Michael Farrell

Personal information
- Full name: Michael John Farrell
- Date of birth: 7 February 1900
- Date of death: 14 July 1968 (aged 68)

Senior career*
- Years: Team / Apps / (Gls)
- 1923-1928: St James's Gate

International career
- 1924: Ireland / 3 / (0)

= Michael Farrell (footballer) =

Irish footballer (1900–1968)

Michael John Farrell (7 February 1900 – 14 July 1968) was an Irish footballer. He competed in the men's tournament at the 1924 Summer Olympics.
He died on 14 July 1968, at the age of 68.

==1924 Olympics==
Farrell was one of five St James's Gate players selected for the Irish Free State team at the Paris Olympics. Others included Paddy Duncan, Tom Murphy, Charlie Dowdall, and Ernie MacKay. Farrell started Ireland's inaugural game against Bulgaria on 28 May 1924 at the Stade Olympique where his teammate Duncan would score the only goal to secure a historic debut win for the Irish Free State. Farrell himself hit the woodwork during the tie.

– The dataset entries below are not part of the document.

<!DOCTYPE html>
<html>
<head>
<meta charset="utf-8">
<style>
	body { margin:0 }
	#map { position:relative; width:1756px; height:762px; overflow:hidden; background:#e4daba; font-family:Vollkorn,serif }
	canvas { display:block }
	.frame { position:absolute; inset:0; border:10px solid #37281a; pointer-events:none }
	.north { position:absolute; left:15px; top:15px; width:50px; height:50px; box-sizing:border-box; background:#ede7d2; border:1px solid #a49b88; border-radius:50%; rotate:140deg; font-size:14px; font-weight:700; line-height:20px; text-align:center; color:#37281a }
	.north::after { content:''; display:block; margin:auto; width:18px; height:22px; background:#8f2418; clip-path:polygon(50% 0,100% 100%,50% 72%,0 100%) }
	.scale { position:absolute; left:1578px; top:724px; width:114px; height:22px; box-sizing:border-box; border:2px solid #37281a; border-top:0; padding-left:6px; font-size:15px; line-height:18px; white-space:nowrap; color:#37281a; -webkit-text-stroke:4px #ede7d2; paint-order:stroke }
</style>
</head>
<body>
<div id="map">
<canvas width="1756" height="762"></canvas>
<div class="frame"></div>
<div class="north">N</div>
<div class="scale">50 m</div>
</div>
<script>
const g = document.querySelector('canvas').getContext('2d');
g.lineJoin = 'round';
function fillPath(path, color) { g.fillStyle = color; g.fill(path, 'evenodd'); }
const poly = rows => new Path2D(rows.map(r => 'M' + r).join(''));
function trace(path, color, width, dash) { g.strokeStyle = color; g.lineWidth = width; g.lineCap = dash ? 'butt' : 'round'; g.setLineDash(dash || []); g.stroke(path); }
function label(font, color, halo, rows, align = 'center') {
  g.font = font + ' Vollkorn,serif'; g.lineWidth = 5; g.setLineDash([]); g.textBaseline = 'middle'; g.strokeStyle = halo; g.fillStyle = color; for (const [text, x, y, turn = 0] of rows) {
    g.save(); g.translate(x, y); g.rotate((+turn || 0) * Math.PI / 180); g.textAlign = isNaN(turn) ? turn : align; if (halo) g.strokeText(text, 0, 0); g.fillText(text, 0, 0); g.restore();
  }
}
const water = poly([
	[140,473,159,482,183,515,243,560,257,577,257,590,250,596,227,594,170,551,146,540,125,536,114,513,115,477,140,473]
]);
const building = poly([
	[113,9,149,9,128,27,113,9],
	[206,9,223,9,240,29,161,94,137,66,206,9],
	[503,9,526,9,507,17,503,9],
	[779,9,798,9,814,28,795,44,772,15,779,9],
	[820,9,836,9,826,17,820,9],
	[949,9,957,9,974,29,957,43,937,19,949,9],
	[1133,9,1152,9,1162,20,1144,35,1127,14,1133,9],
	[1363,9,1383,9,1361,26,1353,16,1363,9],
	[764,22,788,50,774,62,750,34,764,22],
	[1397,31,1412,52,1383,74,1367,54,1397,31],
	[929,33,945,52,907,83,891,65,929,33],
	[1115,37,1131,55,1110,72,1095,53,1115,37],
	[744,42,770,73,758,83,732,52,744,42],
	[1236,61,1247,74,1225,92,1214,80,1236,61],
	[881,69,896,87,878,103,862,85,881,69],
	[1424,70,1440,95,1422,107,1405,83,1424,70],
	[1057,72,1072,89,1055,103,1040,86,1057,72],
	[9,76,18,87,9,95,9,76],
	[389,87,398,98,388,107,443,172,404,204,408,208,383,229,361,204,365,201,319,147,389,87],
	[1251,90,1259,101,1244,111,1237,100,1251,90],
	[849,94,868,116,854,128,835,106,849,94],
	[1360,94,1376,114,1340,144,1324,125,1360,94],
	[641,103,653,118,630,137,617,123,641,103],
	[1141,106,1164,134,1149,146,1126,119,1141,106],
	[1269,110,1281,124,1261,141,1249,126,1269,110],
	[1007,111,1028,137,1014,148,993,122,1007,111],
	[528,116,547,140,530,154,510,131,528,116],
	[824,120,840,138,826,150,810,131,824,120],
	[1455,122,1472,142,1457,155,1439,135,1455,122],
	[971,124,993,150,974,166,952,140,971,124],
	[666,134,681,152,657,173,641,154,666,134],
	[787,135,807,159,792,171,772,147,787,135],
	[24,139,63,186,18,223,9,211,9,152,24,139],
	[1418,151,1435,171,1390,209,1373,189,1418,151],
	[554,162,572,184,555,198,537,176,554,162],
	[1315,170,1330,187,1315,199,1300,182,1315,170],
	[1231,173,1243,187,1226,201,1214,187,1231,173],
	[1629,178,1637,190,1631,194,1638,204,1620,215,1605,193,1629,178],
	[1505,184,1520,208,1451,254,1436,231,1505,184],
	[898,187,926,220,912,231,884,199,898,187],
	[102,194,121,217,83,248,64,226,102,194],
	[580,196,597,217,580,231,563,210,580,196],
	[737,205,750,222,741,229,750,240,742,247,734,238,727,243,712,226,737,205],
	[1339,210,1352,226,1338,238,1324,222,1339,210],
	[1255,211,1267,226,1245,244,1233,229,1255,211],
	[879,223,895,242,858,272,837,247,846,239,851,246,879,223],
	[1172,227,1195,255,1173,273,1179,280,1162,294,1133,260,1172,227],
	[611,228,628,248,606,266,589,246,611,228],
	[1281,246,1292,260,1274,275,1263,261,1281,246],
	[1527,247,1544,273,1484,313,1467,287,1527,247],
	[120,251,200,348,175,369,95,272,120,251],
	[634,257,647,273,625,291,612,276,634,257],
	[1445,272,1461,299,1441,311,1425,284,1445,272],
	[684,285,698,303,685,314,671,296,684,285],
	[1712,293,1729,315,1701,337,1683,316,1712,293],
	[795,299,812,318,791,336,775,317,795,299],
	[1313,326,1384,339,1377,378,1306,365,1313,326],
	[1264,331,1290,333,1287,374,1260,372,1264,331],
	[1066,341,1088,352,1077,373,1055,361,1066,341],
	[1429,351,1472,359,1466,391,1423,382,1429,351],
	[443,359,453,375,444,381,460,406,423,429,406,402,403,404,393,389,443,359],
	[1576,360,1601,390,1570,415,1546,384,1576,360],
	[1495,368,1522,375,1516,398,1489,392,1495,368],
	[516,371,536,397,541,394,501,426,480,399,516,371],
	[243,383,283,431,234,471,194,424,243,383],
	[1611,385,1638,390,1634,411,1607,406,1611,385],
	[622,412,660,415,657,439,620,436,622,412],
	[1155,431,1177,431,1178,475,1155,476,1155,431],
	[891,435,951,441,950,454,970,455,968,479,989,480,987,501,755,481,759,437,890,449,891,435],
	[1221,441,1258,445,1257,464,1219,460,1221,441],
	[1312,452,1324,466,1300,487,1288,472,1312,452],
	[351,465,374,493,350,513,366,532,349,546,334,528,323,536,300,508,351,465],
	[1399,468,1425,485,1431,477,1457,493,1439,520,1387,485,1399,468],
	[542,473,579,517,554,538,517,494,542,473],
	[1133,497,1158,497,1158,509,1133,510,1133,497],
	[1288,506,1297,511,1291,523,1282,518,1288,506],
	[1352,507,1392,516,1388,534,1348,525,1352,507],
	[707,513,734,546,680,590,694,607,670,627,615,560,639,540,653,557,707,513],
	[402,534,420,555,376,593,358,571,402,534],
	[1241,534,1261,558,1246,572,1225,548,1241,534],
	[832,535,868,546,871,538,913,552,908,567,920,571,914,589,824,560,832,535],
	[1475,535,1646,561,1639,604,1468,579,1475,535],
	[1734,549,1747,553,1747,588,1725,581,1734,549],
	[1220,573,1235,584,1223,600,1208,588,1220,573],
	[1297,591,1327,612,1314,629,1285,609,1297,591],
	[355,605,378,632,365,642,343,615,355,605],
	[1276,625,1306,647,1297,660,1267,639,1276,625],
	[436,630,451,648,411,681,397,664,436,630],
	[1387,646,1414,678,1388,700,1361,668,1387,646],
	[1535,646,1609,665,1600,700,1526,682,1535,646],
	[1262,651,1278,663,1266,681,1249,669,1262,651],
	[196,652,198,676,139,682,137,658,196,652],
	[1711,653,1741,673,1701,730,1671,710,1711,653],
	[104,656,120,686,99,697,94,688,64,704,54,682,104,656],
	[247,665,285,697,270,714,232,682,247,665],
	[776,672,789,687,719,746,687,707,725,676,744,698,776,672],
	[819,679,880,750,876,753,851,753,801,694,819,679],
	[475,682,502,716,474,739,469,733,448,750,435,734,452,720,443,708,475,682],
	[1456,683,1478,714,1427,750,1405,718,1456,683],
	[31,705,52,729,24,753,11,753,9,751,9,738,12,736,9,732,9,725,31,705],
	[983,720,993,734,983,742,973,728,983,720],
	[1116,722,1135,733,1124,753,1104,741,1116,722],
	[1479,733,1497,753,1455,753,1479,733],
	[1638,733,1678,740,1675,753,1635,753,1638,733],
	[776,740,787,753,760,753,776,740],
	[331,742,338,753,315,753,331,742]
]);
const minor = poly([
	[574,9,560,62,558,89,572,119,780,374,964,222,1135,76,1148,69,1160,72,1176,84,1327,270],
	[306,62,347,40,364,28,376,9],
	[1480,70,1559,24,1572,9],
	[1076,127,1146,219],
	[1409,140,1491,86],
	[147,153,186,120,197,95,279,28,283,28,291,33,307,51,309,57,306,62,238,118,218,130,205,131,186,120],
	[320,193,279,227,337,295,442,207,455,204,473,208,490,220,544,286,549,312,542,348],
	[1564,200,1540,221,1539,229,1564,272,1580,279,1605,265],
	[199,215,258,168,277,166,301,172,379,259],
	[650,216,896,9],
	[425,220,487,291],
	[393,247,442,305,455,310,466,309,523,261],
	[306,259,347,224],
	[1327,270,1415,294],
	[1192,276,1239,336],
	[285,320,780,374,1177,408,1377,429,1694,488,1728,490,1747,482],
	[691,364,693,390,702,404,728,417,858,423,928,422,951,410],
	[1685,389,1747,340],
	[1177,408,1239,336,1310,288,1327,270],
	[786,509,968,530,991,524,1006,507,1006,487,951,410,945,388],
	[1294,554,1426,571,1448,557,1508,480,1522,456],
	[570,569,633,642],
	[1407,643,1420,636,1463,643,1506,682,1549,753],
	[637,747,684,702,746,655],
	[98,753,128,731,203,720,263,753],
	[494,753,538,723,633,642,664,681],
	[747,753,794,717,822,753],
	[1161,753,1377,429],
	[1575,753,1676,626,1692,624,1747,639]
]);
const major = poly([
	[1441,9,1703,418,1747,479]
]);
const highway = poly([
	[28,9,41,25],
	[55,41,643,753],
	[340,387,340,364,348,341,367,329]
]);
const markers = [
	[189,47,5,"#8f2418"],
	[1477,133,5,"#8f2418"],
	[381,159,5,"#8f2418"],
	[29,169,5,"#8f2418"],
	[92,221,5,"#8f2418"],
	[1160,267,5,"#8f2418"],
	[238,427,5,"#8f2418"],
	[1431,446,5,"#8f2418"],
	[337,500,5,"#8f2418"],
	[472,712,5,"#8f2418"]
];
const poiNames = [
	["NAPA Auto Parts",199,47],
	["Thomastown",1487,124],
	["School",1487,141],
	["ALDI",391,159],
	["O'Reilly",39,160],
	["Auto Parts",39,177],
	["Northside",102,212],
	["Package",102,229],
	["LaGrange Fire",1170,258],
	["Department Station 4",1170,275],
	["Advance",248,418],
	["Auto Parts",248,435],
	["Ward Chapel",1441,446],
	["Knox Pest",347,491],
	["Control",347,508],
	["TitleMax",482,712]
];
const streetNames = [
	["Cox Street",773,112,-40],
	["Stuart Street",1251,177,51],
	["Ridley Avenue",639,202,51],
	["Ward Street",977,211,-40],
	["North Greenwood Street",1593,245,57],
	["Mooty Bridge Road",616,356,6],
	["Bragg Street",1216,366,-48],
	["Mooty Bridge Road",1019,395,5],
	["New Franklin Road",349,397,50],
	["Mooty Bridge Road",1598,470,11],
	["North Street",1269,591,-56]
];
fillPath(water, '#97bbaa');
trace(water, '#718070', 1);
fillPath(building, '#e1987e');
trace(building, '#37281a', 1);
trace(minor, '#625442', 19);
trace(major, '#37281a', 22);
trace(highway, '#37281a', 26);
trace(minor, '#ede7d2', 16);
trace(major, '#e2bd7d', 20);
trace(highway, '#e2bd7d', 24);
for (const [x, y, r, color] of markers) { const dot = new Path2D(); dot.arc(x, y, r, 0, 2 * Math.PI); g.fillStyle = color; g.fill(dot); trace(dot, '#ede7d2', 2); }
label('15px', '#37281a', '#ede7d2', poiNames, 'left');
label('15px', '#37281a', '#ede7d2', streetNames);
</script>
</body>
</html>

Farrell started Ireland's next match against the Netherlands in the tournament Quarter-Finals at the Stade de Paris on 2 June 1924. Ireland would lose the game 2-1 after Dutch forward Ok Formenoy settled the tie with a strike in the 104th minute of play.

Ireland would end their time in France by playing Estonia in a friendly at the Stade Olympique, winning 3–1. However, Farrell didn't play in this match. He made one further appearance in an international friendly game in Dublin against United States, and this would be his last cap for Ireland.